住宅は買って終わりではなく、適切なメンテナンスを継続することが、長く住み続けるためには大切になってきます。戸建ての場合はメンテナンスの時期や費用の管理を全て自分で行わなければなりません。いつ、どのような個所に、どのくらいの修繕費用がかかるのでしょうか?10年後〜30年後にかかる費用の目安を見ていきましょう。
目次
10年後に必要となる修繕の内容とコストの目安
戸建て住宅の劣化時期は部位によって異なります。一般的な木造住宅において、築後10年が経過したら、具体的にどのような個所のメンテナンスが必要となるのでしょう。修繕コストの目安も合わせて解説いたします。
屋根の防水工事は約85万円
屋根の工事で一番大切な部分は「防水工事」です。防水シートの張替えは10年ごとの更新が必要といわれており、工事を怠ると雨漏りなどの原因となってしまいます。工費の目安については屋根材をいったん剥がす費用や現場管理費用などが発生するため、85万円程度を考えておくとよいといわれています。
外壁塗装は80万円〜130万円
外壁については材質によって違いはあるものの、モルタル・窯業系サイディングは10年程度で塗り替えが必要といわれています。住宅金融支援機構の「2019年度 フラット35利用者調査」によると、住宅の全国平均の床面積は約100平方メートルとなっており、その場合の外壁塗装の中心価格帯は80万円~130万円となります。
シーリング工事は約30万円
シーリングは5年から10年の間に打ちかえの必要があるといわれています。シーリングとは、ベランダのサッシや玄関扉のほか、壁や天井の採光や換気などに使われている窓などの開口部との隙間を埋めるために使用されているものです。シーリング工事に必要な金額の目安は30万円前後になります。
クロスの張替えは約60万円
クロス(壁や天井に張る仕上げ材)は約5年経過したころから汚れが目立つようになってきます。できるだけ部分的な汚れは自分で落とすようにし、10年経過後には張替えを行うようにするとよいでしょう。その際に必要になる費用は約60万円程度となっています。
床下の防蟻(ぼうぎ)処理は10万円〜15万円
シロアリ対策は5~10年に1度は行うべきだとされており、費用相場は10万円~15万円程度です。シロアリ駆除については、5年周期で行うケースもあることから、住宅のメンテナンスの中でも一番頻度が多いものとなります。駆除処理を行った際には、次回の計画を立てておくことをおすすめします。
給湯器は10万円
給湯器についても10年が交換の目安といわれています。費用は1台あたり10万円をみておくとよいでしょう。

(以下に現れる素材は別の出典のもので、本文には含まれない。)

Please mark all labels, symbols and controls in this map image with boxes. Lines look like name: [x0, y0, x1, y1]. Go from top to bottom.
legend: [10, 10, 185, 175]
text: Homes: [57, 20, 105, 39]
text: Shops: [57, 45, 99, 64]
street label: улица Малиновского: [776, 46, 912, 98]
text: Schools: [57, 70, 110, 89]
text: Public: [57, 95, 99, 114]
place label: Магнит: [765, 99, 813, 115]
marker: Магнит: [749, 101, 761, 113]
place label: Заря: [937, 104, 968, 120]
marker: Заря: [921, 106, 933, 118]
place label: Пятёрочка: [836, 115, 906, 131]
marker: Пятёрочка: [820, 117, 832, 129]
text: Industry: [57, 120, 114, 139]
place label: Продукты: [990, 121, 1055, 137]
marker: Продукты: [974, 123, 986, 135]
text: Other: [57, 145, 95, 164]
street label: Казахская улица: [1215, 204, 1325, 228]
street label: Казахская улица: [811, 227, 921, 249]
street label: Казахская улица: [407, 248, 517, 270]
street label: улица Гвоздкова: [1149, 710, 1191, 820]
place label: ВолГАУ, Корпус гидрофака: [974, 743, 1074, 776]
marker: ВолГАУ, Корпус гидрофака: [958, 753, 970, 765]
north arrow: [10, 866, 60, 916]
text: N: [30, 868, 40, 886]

このように10年目にかかる修繕コストをまとめると、以下の費用がかかることになり、合計すると約300万円程度を準備しておく必要があります。
<10年後にかかるメンテナンス費用(目安)>
屋根の防水工事 | 85万円程度 |
---|---|
外壁塗装 | 80万円~130万円 |
シーリング工事 | 30万円程度 |
クロスの張替え | 60万円程度 |
床下の防蟻処理 | 10万円~15万円 |
給湯器 | 1台あたり10万円 |
合計(目安) | 275万円〜330万円 |
20年後に必要となる修繕の内容とコストの目安
20年経過した際にはどのような修繕が必要となるのでしょうか。20年後は屋根の葺き替え工事をはじめ、水回りの工事など、かなりの箇所についてリフォームの必要が発生します。
屋根の葺き替え工事は140万円〜200万円
屋根の材質にもよりますが、葺き替えや塗装といったメンテナンスが発生します。例えば、瓦屋根であれば10~20年程度で葺き替えが必要です。
トタン屋根についても20年目が取り換えの時期とされています。これら葺き替えや取り換えの費用については、土台の再工事および瓦の交換費用などで140万円~200万円程度を考えておくとよいでしょう。
雨どい交換は30万円〜90万円
雨どいのリフォームを怠ると、外壁のひび割れの原因となったり、地面に雨水がたまることで建物の基礎が劣化しやすくなったりします。したがって、交換時期といわれている20年目には必ず工事を行うようにしましょう。その際の費用としては、清掃や補修、足場の設置など、交換費用全体で30万円~90万円程度かかります。
水回りのリフォームは135万円~400万円
水回りといっても、キッチンや浴室、洗面所やトイレなど多岐にわたります。最近ではこれらの水回りのリフォームをセットで行っている業者が多く存在しています。
ちなみにそれぞれ個別にリフォーム工事を行う際の費用相場は下記の通りです。
<水回りのメンテナンス費用(目安)>
キッチンの全体交換 | 50万円~150万円 |
---|---|
浴室全体の交換 | 50万円~150万円 |
トイレの全体交換 | 15万円~50万円 |
洗面台・洗面所の全体交換 | 20万円~50万円 |
業者ごとにかなり幅がありますが、中間値を取ったとしても総額250万円程度はかかると考えておきましょう。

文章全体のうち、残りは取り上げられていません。